Book designer, Ernst Reichl writes similarly, "Not type and paper, but words and pictures and ideas are his [or her] materials, and the space in which to coordinate them. The purpose of a book is not to be well printed, but to be well comprehended. Le Corbusier calls the house a machine for living. Let me call the book a machine for the preservation of ideas." Afterwards he amends the term "machine for the preservation of ideas," by calling books instead, "the memory of [hu]mankind"

Architect, George Nelson, contributed the outsider perspective in his essay. He sums up the evolving definition of the book by saying, "what has changed is the feeling about what one should do to a page, a spread, a binding."

Monday, November 3, 2008

loss



I enjoyed a few hours at the Texas Book Festival. Yesterday was such a beautiful, warm, calm day. Friendly looking families with kids milled through white tents filled with books or sat with snow cones on the capitol lawns. I bought one book because I liked its images and content. Its a tiny red and black book that a man wrote and designed about the passing of his dog. Memories about the dog are spread out in one sentence per page narrative. A black silhouette of the dog has been printed on the bottom corner of every page, but as you flip through the book, this silhouette moves off the page until it disappears. I think I'll give the book to my mom who is still grieving the loss of our little pug Buda who died in the road recently.
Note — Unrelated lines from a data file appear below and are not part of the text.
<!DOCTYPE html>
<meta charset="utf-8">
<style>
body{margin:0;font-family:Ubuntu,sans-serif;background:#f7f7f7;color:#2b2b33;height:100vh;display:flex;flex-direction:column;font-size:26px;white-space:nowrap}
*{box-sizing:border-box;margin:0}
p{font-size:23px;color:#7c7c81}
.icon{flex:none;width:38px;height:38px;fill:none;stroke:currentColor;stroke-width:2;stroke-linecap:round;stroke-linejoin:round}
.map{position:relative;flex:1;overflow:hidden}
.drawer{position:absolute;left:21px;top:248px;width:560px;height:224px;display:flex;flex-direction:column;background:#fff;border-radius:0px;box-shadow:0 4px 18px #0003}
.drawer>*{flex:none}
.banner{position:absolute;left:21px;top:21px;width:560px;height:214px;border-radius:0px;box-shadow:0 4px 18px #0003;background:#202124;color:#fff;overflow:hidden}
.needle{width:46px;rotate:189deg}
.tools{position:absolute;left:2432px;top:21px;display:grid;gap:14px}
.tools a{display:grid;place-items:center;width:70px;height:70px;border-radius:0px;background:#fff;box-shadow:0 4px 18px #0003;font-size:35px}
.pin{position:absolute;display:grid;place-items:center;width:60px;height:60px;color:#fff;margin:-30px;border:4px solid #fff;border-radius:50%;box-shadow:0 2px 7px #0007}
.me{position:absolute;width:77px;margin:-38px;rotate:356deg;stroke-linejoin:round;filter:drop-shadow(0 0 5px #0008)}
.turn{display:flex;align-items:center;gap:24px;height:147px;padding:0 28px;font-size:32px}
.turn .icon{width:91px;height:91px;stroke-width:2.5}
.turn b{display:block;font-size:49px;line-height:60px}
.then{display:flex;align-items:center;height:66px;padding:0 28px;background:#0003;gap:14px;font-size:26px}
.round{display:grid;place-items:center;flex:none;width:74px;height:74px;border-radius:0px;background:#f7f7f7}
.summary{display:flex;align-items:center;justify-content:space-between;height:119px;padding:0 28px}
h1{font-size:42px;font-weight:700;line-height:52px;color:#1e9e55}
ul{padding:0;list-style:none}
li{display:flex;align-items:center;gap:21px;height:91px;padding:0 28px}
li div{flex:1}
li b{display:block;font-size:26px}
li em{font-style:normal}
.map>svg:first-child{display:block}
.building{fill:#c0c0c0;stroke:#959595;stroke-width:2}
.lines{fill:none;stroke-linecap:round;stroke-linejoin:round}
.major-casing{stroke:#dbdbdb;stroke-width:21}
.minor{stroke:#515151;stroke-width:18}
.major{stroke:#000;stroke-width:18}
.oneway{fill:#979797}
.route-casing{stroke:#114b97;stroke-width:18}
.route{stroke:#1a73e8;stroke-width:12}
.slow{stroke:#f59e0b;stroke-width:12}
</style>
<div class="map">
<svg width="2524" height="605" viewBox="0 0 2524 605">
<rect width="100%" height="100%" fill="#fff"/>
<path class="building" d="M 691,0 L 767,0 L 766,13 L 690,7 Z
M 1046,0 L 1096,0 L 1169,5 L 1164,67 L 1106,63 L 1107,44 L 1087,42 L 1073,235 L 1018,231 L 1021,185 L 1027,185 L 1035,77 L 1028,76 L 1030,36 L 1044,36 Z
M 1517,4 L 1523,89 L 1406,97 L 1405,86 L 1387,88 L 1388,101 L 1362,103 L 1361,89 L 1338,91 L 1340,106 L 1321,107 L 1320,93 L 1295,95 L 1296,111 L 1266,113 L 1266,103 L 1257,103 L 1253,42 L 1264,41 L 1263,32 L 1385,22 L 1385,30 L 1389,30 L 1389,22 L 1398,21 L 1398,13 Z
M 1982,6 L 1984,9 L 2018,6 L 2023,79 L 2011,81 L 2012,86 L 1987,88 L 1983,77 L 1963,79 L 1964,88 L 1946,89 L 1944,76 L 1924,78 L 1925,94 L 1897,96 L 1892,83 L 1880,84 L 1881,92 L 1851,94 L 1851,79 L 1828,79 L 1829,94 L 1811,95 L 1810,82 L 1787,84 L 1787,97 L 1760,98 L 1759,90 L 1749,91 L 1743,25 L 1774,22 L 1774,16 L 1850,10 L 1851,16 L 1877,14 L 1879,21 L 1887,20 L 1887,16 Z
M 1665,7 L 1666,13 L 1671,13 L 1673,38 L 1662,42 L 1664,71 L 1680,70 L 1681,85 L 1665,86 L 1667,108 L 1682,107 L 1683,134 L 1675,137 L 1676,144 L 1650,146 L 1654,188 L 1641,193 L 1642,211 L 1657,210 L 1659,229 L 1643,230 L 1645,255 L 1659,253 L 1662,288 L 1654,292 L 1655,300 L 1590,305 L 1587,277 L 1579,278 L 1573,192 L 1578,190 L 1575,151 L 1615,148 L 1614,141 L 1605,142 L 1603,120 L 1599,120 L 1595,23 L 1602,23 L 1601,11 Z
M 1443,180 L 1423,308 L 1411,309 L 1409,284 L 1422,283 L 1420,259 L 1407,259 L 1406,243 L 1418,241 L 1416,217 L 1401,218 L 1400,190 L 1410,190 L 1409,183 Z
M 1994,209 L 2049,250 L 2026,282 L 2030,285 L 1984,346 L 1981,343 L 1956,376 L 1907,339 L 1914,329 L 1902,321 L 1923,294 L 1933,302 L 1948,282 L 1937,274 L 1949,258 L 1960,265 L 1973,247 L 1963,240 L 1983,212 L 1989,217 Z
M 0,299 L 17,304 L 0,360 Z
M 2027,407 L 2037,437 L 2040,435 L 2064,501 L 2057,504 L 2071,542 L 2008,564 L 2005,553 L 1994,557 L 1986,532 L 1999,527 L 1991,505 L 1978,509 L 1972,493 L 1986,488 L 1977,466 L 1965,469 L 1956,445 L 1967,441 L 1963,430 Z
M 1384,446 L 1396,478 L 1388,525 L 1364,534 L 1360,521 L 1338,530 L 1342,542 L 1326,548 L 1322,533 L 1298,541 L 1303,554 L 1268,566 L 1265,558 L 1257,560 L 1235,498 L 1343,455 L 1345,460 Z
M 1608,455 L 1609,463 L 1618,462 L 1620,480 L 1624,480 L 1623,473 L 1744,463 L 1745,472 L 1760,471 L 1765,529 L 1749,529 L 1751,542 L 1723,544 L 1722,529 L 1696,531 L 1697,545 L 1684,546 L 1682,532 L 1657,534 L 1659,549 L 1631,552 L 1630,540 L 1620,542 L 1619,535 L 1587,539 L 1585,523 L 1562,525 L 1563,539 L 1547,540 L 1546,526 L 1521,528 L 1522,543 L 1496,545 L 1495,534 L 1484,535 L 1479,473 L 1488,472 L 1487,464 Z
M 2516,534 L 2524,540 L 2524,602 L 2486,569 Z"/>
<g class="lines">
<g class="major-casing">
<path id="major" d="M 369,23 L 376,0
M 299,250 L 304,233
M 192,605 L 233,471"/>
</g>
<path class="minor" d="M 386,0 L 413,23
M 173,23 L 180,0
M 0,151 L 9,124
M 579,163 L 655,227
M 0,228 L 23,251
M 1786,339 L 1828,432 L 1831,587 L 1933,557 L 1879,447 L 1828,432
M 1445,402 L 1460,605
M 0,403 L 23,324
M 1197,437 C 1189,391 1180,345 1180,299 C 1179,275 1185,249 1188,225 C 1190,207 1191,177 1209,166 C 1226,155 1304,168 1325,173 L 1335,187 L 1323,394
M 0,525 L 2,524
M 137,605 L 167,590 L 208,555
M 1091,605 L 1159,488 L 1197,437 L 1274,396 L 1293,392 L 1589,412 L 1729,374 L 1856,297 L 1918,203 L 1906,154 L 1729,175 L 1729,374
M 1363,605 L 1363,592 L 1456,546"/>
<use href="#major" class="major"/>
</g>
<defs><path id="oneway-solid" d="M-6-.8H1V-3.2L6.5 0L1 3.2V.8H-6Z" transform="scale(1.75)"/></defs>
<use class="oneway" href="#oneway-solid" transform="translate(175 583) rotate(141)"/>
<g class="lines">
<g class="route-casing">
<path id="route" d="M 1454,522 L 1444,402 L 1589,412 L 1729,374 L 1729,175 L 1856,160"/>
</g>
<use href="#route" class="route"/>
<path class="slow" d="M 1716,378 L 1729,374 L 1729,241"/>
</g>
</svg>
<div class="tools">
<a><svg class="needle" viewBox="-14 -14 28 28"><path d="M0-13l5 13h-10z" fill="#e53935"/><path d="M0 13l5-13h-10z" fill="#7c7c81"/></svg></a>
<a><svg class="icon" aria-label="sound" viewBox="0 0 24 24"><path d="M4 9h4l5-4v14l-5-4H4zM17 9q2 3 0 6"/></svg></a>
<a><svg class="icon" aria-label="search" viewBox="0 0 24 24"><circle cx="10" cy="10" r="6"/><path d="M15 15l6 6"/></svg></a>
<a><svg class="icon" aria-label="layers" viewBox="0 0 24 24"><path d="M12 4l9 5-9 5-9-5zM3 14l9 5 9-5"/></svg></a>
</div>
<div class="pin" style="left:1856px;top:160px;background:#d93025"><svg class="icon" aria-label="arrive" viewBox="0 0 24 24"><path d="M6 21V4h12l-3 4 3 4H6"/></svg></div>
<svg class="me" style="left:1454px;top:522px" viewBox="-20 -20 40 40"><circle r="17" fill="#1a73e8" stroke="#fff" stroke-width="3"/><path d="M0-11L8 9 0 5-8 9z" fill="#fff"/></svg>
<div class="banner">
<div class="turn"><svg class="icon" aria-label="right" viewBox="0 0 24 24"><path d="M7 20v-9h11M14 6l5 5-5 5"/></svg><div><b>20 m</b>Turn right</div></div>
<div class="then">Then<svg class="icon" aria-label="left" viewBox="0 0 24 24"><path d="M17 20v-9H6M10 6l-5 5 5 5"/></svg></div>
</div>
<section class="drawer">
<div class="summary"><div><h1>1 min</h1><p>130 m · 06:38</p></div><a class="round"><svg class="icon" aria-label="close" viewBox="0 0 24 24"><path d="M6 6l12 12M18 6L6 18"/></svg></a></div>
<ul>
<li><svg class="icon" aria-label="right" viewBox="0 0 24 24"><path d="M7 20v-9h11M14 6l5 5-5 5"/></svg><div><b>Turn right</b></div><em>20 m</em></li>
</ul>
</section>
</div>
2:00-2:45 sunday afternoon
The Ten Cent Plague: The Great Comic Book Scare and how it changed America
Talk given by David Hajdu. "Hajdu is the music critic for The New Republic and a professor at the Columbia University Graduate School of Journalism." says talk description. 

The title of this lecture attracted me more than it would have last year since I recently read Understanding Comics. I learned a part of history I never knew before. Apparently this part of history has been forgotten or left out in a lot of peoples memories. Neither of my parents had heard about the comic book scare in the 40s and 50s either. Although my dad recalls how much his mother disliked his reading comics and wonders now if that was the reason.

What I learned from this journalist/author lecturer who collected stories from 800 people for his book: 
Comic books were the #1 form of entertainment in the 50's. American comics were a major export at this time. Comics were passed down from hand to hand and reread until they fell apart. This is part of the reason, comics from that era are hard to come by. The real reason comics of this time are rare is their mass burning.

Comics began by young people for young people. Those creating them were "outsiders" maybe because they were Jewish, female, Asian, Black, different in some way from the status quo so they found ways to express themselves in comics since magazines and publishers of the time wouldn't hire them and posted help wanted ads that had in tiny letters at the bottom "A Christian Company" So a group of people created this new art form, trying to create meaningful work, trying to challenge the status quo. Comics had this unconventional, subversive, outsider sensibility that the status quo felt threatened by. They realized something defiant was going on and that children were the ones learning these new ways of thinking and values because they were the ones reading comics. At the time 99.5 % of children read comics. 

The video clip the author showed, which stated the severe harms of kids reading comic books, got many laughs because of how old-fashioned and aburd the arguments sound today especially compared to what kids have at their disposal now. Comic books were banned from Canada - no superman comics could cross the border! Comic books started being restricted and banned across America, condemned as "harmful to young people and the cause of violence and crime." Comics were gathered up everywhere and burned and these public burnings lasted 10 years. The comic industry nearly died completely. It was later revived when the generation who were children during the scare grew up and some of the illustrators among them decided to continue the mission of people who started the genre. Its hard to believe that something like this happened at the beginning of my parent's life time and has so quickly been lost from many people's memories.